Jude 1:10
But these people blaspheme all that they do not understand, and they are destroyed by all that they, like unreasoning animals, understand instinctively.
Tag: Nature is a Bad Teacher
Jude is a short little book in the New Testament and one of the last books added to the cannon of Scripture. There was some dispute as to its inclusion to the Scriptures. The book was written to warn the early Church about the false teachers who had crept in among them. Jude’s message is that, like false speakers in the past (no matter their form), so, too, these false teachers will be judged and destroyed. The reason for their destruction? The above verse lays out Jude’s argument. These were teachers who were “blasphemous” of the Gospel message. They denied the Savior, and, as John taught us, they were thus “antichrist.”
1 John 2:22
Who is the liar but he who denies that Jesus is the Christ? This is the antichrist, he who denies the Father and the Son.
As Jude states in his inspection of these teachers, they did not “underhand” the Gospel.
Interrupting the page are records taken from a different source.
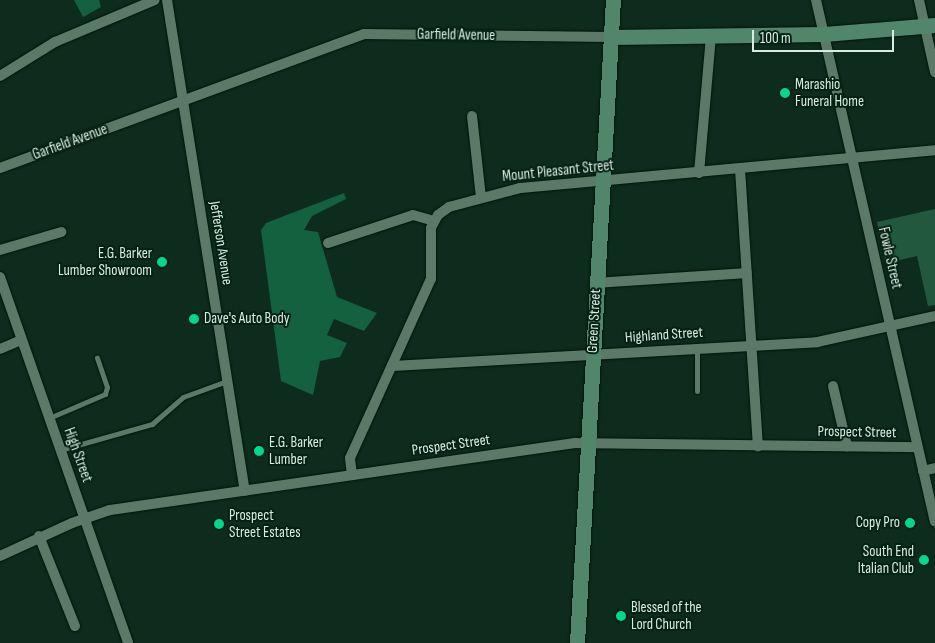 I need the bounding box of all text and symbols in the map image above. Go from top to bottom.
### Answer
scale bar [755,20,898,52]
street label: Garfield Avenue [417,25,495,45]
text: 100 m [760,29,791,48]
place label: Marashio Funeral Home [795,75,864,110]
marker: Marashio Funeral Home [779,87,791,99]
street label: Garfield Avenue [30,120,110,164]
street label: Mount Pleasant Street [501,156,615,186]
street label: Jefferson Avenue [205,200,237,286]
street label: Fowle Street [874,225,906,291]
place label: E.G. Barker Lumber Showroom [58,244,152,279]
marker: E.G. Barker Lumber Showroom [156,256,168,268]
street label: Green Street [583,289,605,353]
place label: Dave's Auto Body [204,310,289,328]
marker: Dave's Auto Body [188,313,200,325]
street label: Highland Street [624,323,704,347]
street label: Prospect Street [817,422,897,442]
street label: High Street [60,425,96,485]
street label: Prospect Street [411,431,491,459]
place label: E.G. Barker Lumber [269,433,323,468]
marker: E.G. Barker Lumber [253,445,265,457]
place label: Prospect Street Estates [229,506,301,541]
place label: Copy Pro [856,514,900,532]
marker: Copy Pro [904,517,916,529]
marker: Prospect Street Estates [213,518,225,530]
place label: South End Italian Club [858,542,914,577]
marker: South End Italian Club [918,554,930,566]
place label: Blessed of the Lord Church [631,598,702,633]
marker: Blessed of the Lord Church [615,610,627,622]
Instead of obeying, by faith, the teaching of the Apostles, these blasphemers, instead, relied upon their own “instincts.” The Greek word in the above text translated “instinctively” is “physikÅs.” It is where we would get the English word ‘physical” from. It means their “natural” understanding. We might say their “intuition” was giving them understanding. That “physikos” led these false teachers, not the Word of God. When we rely upon our natural instincts and intuition to make decisions or to lead us in a direction, and those instincts and intuition are contrary to God’s Word, we become blasphemous in our living. This happens to many, who refuse to trust in God’s Word and who rely on what their own imaginations and own natures tell them. God demands we allow His Word to trump our own reasonings and our own false arguments. When we rely upon “physikos” we will fail in our walk with Christ.